Back to MTT and the performance last night. I appreciate that he programmed the rarely-performed Webern symphony and that he treated it in the same category as a warhorse like Beethoven’s Fifth. The audience seemed to enjoy it, I’m sure because of his introduction, but I really doubt that its placement between Schubert and Beethoven gave it the best hearing. A performance this work would be great between, say, Webern’s Im Sommerwind and a Mahler symphony. The music resonates more when it reflects upon its immediate past than on a musical history a hundred years old. Or program forward, in the manner of Esa-Pekka---set the Webern as the “warhorse” and add later music—if you want to stick with the German romantic-historical angle, perhaps Bernd Alois Zimmermann or Wolfgang Rihm.


Sometimes the massive-historical-lineage programming does work. A Berlin Phil concert I watched online (their Digital Concert Hall is amazing) last year had Peter Eötvös conducting Bach choral preludes (arr. Schoenberg), Wagner’s Siegfried Idyll, and Zimmermann’s Requiem für einen jungen Dichter after intermission. Because the Zimmermann actually reflects on the German lineage of music and quotes Wagner (among others), the sense of teleology/history is palpable to the listener and not just the critic. And the Zimmermann was clearly the meat-and-potatoes part of the program.

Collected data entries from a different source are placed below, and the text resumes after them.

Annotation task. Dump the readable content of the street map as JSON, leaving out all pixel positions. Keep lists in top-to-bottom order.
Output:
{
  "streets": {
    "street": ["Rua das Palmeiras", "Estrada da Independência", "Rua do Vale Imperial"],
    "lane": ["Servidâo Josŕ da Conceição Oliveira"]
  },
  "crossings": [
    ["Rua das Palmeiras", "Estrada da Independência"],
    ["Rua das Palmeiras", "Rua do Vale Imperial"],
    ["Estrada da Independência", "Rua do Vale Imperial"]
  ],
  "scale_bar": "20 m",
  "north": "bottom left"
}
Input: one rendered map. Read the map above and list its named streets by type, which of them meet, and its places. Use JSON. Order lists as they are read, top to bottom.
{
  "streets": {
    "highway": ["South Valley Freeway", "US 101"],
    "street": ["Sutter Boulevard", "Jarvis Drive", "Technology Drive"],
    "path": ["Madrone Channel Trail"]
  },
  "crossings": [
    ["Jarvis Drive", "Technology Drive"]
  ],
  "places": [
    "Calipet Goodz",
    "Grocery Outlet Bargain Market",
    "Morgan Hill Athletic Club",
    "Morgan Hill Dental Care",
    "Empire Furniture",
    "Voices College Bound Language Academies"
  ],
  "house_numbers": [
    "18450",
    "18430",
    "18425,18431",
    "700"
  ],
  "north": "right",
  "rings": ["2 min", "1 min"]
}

I will have more thoughts in the future about inventive programming. The New York Phil under Gilbert is doing a similar pairing of First and Second Viennese Schools in a couple weeks, with Mozart, Webern (Im Sommerwind and the Symphony), and Schumann--I hope to attend. I’m looking forward to the next few weeks in New York, which include Heiner Goebbels’ Stifters Dirge at the Park Avenue Armory and the first performances of the NY Phil’s new Contact series.